To determine whether the amount of synthetized CCK-22 correlates with the amount of Cym1p in vitro, Cym1p was expressed on a multicopy plasmid and the fraction of synthetized CCK-22 analysed over time. Cell extract from BJ2168 transformed with pRS425 CYM1 and the control transformed with the empty pRS425 vector were used in the in vitro protease assay with 1 mM Mn²⁺ in which the reactions were terminated after 15, 30, 45 and 60 min. The CCK-22 immuno-reactivity was measured with Ab 89009 and the remaining CCK-33 was measured with the same antibody after tryptic cleavage (FIG. 7). Expression of CYM1 on a multicopy plasmid enhanced the rate of CCK-22 production several fold. However, the inventors also observed an increased degradation of CCK-33 and CCK-22 (FIG. 7 B). When the same experiment was performed at pH 6.0 and pH 7.5, there was a dramatically increased degradation and after 30 min incubation the CCK immuno-reactivity was undetectable at pH 6.0 (data not shown). These results show that the Lys-specific cleavage in CCK-22 maturation in vitro is dependent on the amount of Cym1p.

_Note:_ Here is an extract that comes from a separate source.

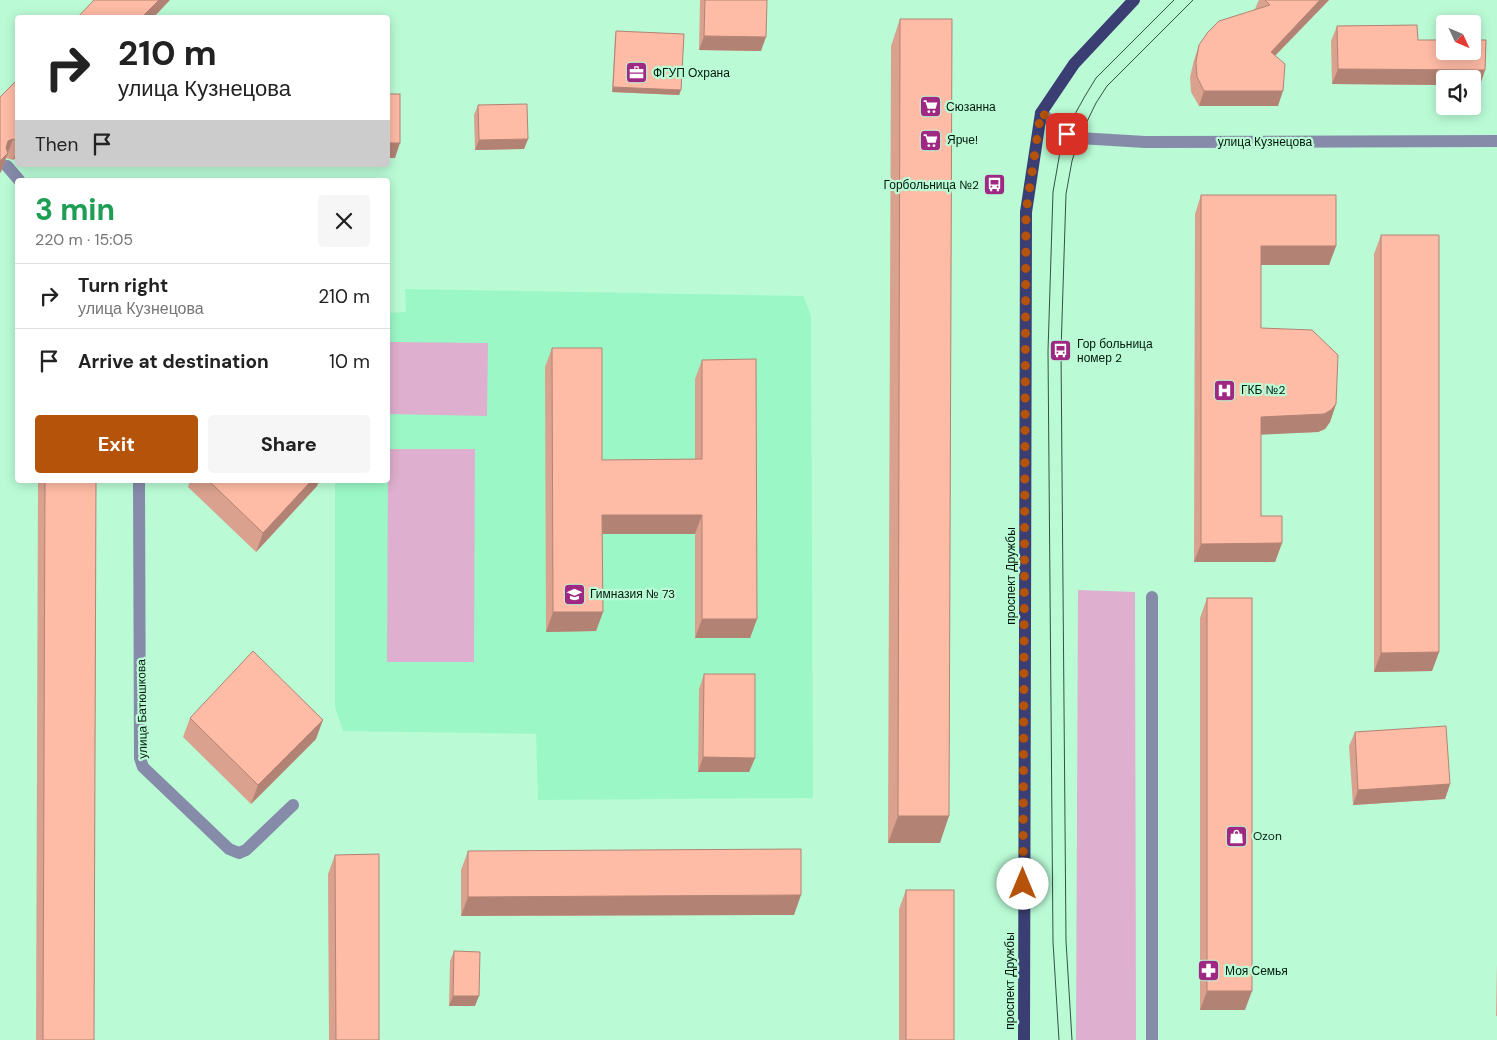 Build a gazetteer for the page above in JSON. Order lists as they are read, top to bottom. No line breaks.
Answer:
{"streets":{"main road":["проспект Дружбы"],"street":["улица Кузнецова","улица Батюшкова"]},"crossings":[["улица Кузнецова","проспект Дружбы"]],"places":{"office":["ФГУП Охрана"],"supermarket":["Сюзанна","Ярче!"],"bus stop":["Горбольница №2","Гор больница номер 2"],"hospital":["ГКБ №2"],"school or university":["Гимназия № 73"],"shop":["Ozon"],"pharmacy":["Моя Семья"]},"north":"bottom right","page":{"turn":["210 m","улица Кузнецова"],"then":"Then","heading":["3 min","220 m · 15:05"],"list":[{"name":"Turn right","note":"улица Кузнецова","value":"210 m"},{"name":"Arrive at destination","value":"10 m"}],"buttons":["Exit","Share"]}}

Expression of proCCK in cym1 Mutant Strain Enhances CCK Secretion

To elucidate the role of CYM1 in the biosynthesis of CCK-22 in vivo, gene deletions of CYM1 were prepared in the vacuole protease deficient strain, BJ2168, and isogenic kex2 strain. Deletion of CYM1 resulted in an approximately 40% increase in the total amount of proCCK within the cells (FIG. 8 A) accompanied by a similar decrease in CCK-22 independent of KEX2 disruption (FIG. 8 C). Also the secreted amount of total CCK in the cym1 strains increased with more than 60% (FIG. 8 B), but unlike the fractional decrease in intracellular CCK-22 there was an increase in the extracellular fractions of CCK-22 compared to vacuole protease deficient strain and the isogenic kex2 strain (FIG. 8 D).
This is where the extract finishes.